> _PROBLEM REQUIREMENTS_
What is the number of lines below that contain the word "Lexington"? Give only that number.

Collected data

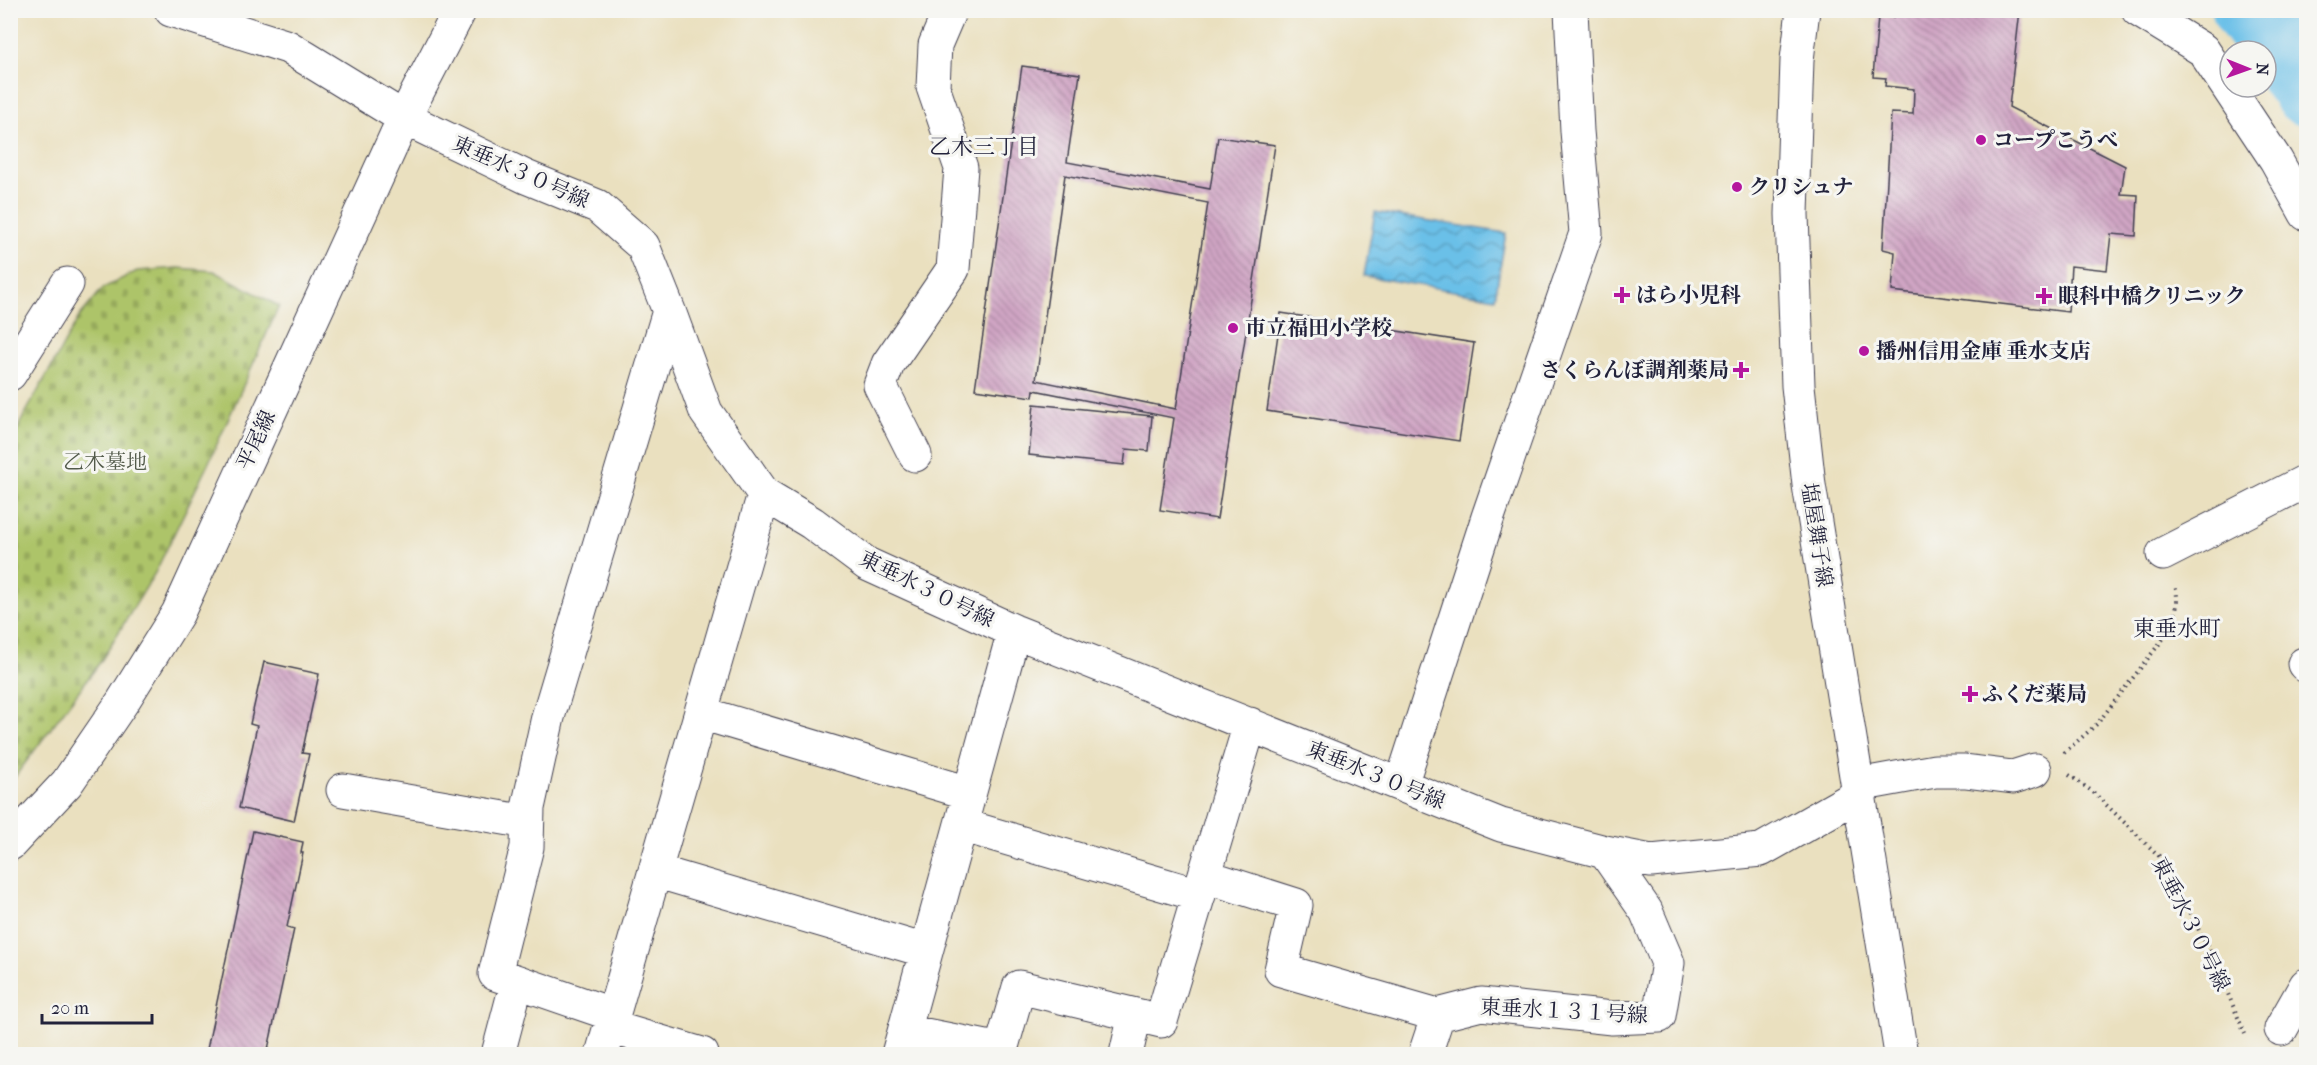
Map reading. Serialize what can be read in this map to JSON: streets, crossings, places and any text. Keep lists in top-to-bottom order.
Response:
{
  "streets": {
    "street": [
      "東垂水３０号線",
      "平尾線",
      "塩屋舞子線",
      "東垂水１３１号線"
    ]
  },
  "crossings": [
    ["東垂水３０号線", "平尾線"],
    ["東垂水３０号線", "塩屋舞子線"],
    ["東垂水３０号線", "東垂水１３１号線"]
  ],
  "districts": ["乙木三丁目", "東垂水町"],
  "parks": ["乙木墓地"],
  "places": {
    "other": [
      "コープこうべ",
      "クリシュナ",
      "市立福田小学校",
      "播州信用金庫 垂水支店"
    ],
    "health": [
      "はら小児科",
      "眼科中橋クリニック",
      "さくらんぼ調剤薬局",
      "ふくだ薬局"
    ]
  },
  "scale_bar": "20 m",
  "north": "right"
}
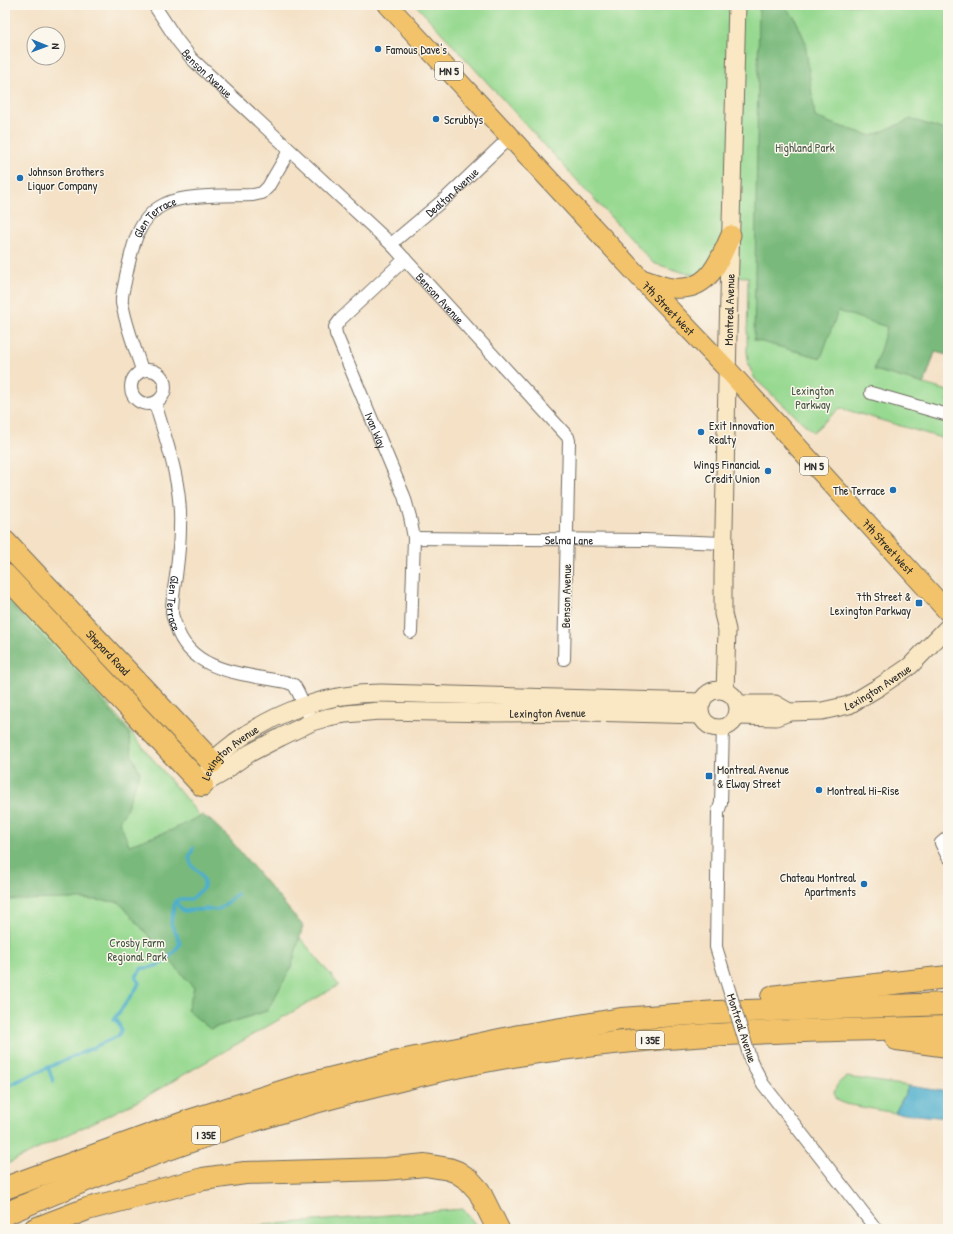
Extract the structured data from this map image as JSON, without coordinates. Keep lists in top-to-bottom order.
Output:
{
  "streets": {
    "highway": ["Shepard Road", "I 35E"],
    "main road": ["MN 5", "7th Street West"],
    "street": [
      "Benson Avenue",
      "Dealton Avenue",
      "Glen Terrace",
      "Montreal Avenue",
      "Ivan Way",
      "Selma Lane",
      "Lexington Avenue"
    ]
  },
  "crossings": [
    ["Benson Avenue", "Dealton Avenue"],
    ["Benson Avenue", "Glen Terrace"],
    ["Benson Avenue", "Ivan Way"],
    ["Benson Avenue", "Selma Lane"],
    ["Dealton Avenue", "7th Street West"],
    ["Glen Terrace", "Lexington Avenue"],
    ["7th Street West", "Montreal Avenue"],
    ["Montreal Avenue", "Selma Lane"],
    ["Montreal Avenue", "Lexington Avenue"],
    ["Ivan Way", "Selma Lane"],
    ["Shepard Road", "Lexington Avenue"]
  ],
  "parks": ["Highland Park", "Lexington Parkway", "Crosby Farm Regional Park"],
  "places": {
    "other": [
      "Famous Dave's",
      "Scrubbys",
      "Johnson Brothers Liquor Company",
      "Exit Innovation Realty",
      "Wings Financial Credit Union",
      "The Terrace",
      "Montreal Hi-Rise",
      "Chateau Montreal Apartments"
    ],
    "transit": ["7th Street & Lexington Parkway", "Montreal Avenue & Elway Street"]
  },
  "north": "right"
}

> _WRITTEN SOLUTION_
6